Наиболее дерзкую атаку на принципы и программу марксизма предпринял Эдуард Бернштейн, светило немецкой социал-демократии и основатель социалистического «реформизма». Бернштейн многие годы провел в Англии, где вступил в контакт с фабианцами. В конце 1890-х годов он призвал социал-демократов приспособить свою теорию, а также программу к тому факту, что капитализм вовсе не собирается рушиться, а трудящиеся вовсе не погружаются в нищету. Он по-прежнему верил в социализм, но, подобно Жоресу, ждал его как следствия мирного политического и экономического развития в рамках капитализма. Он предвидел нечто вроде конвергенции капитализма и социализма, причем последний должен был вырасти из первого.
Германская социал-демократическая партия, крупнейшая и наиболее влиятельная в Европе, отвергла ревизионистские теории Бернштейна и продолжала держаться революционной Эрфуртской программы. Практически, однако, она делала именно то, что отстаивал Бернштейн, — все внимание уделяла профсоюзному движению и парламентским выборам. (От марксизма эта партия формально отказалась только в 1959 году.)
Так европейский социализм в пору своего расцвета, за четверть века до первой мировой войны фактически, если и не всегда теоретически, отступил от насильственной революции и встал на путь мирных реформ. Но он упорно держался веры в международную солидарность трудящихся. Второй Интернационал исходил из того, что рабочие всех стран — братья, и что их высший долг состоит в предотвращении войн, которые стремится развязать капитализм. Эта тема часто поднималась на дискуссиях во время конгрессов Интернационала. Выдвигались разные предложения, направленные на предотвращение войны, а также о действиях в том случае, если она все-таки вспыхнет. Принятая на Штутгартском конгрессе 1907 года резолюция (в составлении которой участвовали В. Ленин и Л. Мартов), призывала в случае войны «поднять массы и тем самым ускорить падение власти капиталистов» — иными словами, превратить войну между странами в гражданскую войну между классами.

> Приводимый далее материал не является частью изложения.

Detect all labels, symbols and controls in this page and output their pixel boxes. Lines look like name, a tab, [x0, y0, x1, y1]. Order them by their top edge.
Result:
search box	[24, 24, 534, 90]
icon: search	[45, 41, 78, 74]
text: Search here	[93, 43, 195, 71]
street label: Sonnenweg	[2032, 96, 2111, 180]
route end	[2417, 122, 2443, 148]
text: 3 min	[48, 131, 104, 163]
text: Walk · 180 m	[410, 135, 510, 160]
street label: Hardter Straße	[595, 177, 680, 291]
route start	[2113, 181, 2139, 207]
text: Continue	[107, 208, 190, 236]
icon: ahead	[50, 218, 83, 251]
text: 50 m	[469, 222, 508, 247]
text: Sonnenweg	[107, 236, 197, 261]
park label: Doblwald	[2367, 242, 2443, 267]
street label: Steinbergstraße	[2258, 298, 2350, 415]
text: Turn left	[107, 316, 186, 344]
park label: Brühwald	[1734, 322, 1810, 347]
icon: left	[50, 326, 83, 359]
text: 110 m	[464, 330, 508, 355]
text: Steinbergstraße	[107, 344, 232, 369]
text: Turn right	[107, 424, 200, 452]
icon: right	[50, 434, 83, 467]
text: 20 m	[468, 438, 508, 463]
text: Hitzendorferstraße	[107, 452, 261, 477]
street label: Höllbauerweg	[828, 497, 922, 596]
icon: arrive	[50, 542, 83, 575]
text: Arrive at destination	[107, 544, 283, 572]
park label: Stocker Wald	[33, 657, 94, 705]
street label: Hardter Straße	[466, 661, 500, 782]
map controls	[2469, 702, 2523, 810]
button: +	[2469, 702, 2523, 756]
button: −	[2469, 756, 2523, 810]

На очередном конгрессе, состоявшемся в 1910 году, делегаты единодушно одобрили резолюцию, требовавшую от парламентариев-социалистов голосовать против военных кредитов.
Увы, социалисты и их Интернационал оказались бессильны предотвратить разразившуюся летом 1914 года общеевропейскую войну. Разговоры о всеобщей забастовке ни к чему не привели. Но что еще хуже, и немецкие социал-демократы, и французские социалисты вопреки своим торжественным клятвам проголосовали за военные кредиты, тем самым окончательно дискредитировав саму идею международной солидарности рабочих. Национальная лояльность оказалась выше классовой, и этот факт не прошел мимо честолюбивых демагогов типа Бенито Муссолини и Адольфа Гитлера, пришедших к власти после войны на платформах, сливших воедино социализм и национализм.
Неспособность Второго Интернационала выполнить свои антивоенные обещания предопределила его судьбу. Социалистические партии пережили войну, но во все большей степени они отождествлялись со своими странами.
Дело социалистического интернационализма переместилось из Западной Европы сначала в Россию, а затем и в другие, далекие от Запада, страны.
II
Ленинизм
Начиная с 1709 года, когда Петр Великий разбил шведов под Полтавой и положил конец их гегемонии в Балтийском регионе, Россия считалась и сама себя считала великой державой и как таковая требовала себе место в европейском сообществе.
Это требование было оправдано, но лишь до некоторой степени. Санкт-Петербург, столица России, построенный по образцу Амстердама, действительно был западным городом, и русская элита, говорившая по-французски, чувствовала себя на Западе, как дома. Русская литература, музыка, искусство и наука, появившиеся в девятнадцатом и начале двадцатого века, находились на уровне европейской культуры и в некоторых отношениях шли даже впереди, и это усиливало общее впечатление.
Но высокая культура была достоянием лишь узкого слоя российского общества — знати, интеллигенции и высшей бюрократии. Целых три четверти населения империи составляли крестьяне, которые в подавляющем большинстве жили в своем собственном мире, никак не затронутом западной цивилизацией. У них не было общего языка с образованными людьми, на которых они смотрели как на иностранцев. Большинство крестьян России не были фермерами, обрабатывающими собственные земельные наделы; они были членами сельских общин, владевших землей сообща и периодически перераспределявших ее в соответствии с изменением размеров каждой крестьянской семьи. В представлении крестьян, земля была не товаром, а источником существования, и право на нее имели лишь те, кто ее обрабатывал.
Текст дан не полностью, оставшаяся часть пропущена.